Work to complete.
Exactly retype the lines from the top of the data through the line containing "width:72px; height:72px; display:grid;", leaving out every picture.

(Stored items)
┏━━

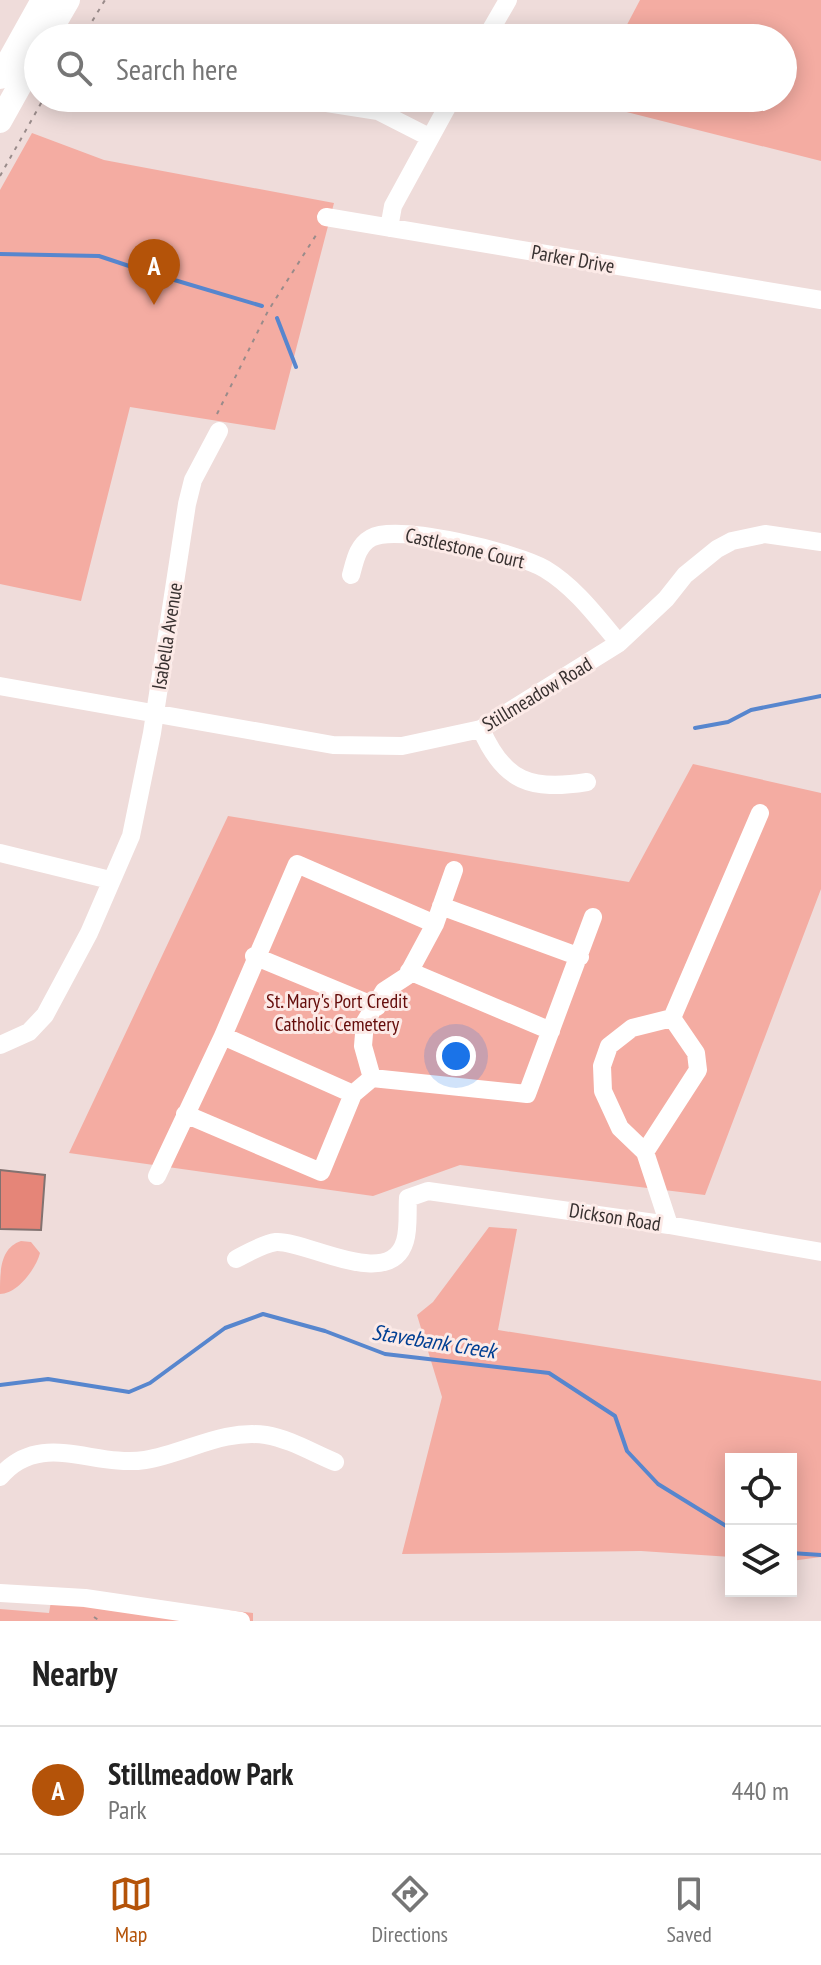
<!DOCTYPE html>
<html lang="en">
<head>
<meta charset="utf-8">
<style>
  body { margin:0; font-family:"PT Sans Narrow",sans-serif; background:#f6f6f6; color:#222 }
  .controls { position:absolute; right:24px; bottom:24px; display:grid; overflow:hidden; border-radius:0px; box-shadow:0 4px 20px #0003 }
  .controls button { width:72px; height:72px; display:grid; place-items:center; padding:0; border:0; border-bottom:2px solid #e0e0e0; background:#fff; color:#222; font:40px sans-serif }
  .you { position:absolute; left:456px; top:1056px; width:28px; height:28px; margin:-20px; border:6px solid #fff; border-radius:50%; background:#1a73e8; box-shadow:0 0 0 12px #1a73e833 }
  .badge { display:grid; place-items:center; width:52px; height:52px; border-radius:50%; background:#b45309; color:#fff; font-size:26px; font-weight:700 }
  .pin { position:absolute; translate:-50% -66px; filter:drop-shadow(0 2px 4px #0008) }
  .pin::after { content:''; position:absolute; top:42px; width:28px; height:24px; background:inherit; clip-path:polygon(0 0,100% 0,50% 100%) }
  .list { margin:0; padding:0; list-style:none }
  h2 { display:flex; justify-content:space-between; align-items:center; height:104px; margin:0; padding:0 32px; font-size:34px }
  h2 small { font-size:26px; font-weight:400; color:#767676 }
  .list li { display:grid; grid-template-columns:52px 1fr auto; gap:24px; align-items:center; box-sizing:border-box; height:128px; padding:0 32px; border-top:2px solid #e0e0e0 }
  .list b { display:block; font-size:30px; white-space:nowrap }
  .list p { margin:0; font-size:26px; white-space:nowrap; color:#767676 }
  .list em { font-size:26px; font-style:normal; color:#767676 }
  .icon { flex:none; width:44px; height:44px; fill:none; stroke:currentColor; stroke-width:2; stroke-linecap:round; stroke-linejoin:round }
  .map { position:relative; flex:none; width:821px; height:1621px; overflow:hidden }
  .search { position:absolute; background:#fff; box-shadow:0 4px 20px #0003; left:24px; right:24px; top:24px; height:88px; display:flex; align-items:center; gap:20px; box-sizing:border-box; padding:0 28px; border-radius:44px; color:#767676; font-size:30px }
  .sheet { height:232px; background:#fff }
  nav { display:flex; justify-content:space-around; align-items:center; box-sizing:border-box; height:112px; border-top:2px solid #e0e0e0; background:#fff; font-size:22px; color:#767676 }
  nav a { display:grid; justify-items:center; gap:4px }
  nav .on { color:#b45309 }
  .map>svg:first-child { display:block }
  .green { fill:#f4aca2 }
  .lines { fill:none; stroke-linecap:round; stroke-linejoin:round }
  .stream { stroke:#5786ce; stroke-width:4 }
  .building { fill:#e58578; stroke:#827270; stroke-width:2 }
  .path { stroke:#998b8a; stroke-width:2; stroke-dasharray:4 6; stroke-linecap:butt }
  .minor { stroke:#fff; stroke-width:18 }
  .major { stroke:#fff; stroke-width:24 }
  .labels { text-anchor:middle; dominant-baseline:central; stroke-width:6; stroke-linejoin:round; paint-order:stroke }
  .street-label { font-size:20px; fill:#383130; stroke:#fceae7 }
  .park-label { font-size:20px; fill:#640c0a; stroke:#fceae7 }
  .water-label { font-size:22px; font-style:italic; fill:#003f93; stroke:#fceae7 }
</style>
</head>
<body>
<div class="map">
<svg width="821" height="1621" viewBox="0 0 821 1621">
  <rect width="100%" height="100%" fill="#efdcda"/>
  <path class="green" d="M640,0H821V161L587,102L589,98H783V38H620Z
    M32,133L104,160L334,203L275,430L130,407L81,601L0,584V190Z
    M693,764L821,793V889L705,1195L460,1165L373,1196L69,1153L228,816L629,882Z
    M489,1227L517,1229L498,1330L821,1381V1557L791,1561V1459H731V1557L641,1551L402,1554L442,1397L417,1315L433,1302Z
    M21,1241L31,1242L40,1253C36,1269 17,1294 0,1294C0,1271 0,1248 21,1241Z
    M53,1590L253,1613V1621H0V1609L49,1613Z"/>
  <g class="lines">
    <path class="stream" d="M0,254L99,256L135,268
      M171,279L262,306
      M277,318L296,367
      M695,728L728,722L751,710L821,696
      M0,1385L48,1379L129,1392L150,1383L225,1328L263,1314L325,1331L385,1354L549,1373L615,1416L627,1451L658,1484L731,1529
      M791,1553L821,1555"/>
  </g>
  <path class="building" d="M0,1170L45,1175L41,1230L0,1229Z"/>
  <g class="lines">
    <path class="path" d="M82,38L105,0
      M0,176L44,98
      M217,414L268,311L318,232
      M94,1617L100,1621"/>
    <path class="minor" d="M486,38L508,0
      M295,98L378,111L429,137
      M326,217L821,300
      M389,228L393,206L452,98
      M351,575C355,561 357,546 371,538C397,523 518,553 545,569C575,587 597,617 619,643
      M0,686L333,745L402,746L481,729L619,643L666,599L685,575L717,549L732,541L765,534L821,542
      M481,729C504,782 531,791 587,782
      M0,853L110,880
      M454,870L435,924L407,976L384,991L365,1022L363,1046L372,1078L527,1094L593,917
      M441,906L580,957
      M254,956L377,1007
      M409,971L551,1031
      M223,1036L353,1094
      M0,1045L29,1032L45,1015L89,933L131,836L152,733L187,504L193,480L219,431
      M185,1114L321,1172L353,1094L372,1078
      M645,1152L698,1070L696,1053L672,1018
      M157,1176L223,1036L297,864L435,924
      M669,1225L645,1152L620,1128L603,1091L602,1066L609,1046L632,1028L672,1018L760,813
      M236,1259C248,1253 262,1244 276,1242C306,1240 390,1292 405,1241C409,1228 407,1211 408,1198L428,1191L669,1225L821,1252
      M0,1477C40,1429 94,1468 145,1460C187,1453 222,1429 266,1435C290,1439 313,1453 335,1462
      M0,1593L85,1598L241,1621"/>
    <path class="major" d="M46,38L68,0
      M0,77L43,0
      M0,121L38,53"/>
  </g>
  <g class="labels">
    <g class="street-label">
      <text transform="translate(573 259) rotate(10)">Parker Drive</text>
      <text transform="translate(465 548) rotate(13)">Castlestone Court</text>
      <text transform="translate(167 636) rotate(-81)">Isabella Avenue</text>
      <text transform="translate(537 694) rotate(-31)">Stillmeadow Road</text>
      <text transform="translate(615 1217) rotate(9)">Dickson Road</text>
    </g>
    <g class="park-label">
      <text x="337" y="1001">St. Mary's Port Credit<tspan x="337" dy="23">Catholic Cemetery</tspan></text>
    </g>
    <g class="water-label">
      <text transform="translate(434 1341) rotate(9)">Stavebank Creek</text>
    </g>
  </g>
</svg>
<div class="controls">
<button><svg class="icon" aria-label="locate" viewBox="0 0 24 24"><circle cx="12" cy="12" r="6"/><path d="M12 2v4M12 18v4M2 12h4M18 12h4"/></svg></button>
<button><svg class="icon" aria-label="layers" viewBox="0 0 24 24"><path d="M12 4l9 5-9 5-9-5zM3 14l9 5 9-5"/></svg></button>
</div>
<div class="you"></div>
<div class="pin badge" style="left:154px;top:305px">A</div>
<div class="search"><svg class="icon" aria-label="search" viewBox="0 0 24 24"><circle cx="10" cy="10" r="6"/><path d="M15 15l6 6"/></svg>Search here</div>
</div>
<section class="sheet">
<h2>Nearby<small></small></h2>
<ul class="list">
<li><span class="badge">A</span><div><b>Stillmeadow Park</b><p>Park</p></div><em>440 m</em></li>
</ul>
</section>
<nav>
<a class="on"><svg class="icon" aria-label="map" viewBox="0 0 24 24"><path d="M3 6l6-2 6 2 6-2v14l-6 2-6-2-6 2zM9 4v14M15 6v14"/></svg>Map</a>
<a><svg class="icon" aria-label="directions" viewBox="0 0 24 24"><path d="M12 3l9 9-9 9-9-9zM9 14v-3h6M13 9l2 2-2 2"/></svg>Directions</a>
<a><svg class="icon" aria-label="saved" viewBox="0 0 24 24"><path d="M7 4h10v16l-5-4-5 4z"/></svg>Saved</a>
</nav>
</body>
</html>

┗━━

Output for this task.
<!DOCTYPE html>
<html lang="en">
<head>
<meta charset="utf-8">
<style>
  body { margin:0; font-family:"PT Sans Narrow",sans-serif; background:#f6f6f6; color:#222 }
  .controls { position:absolute; right:24px; bottom:24px; display:grid; overflow:hidden; border-radius:0px; box-shadow:0 4px 20px #0003 }
  .controls button { width:72px; height:72px; display:grid; place-items:center; padding:0; border:0; border-bottom:2px solid #e0e0e0; background:#fff; color:#222; font:40px sans-serif }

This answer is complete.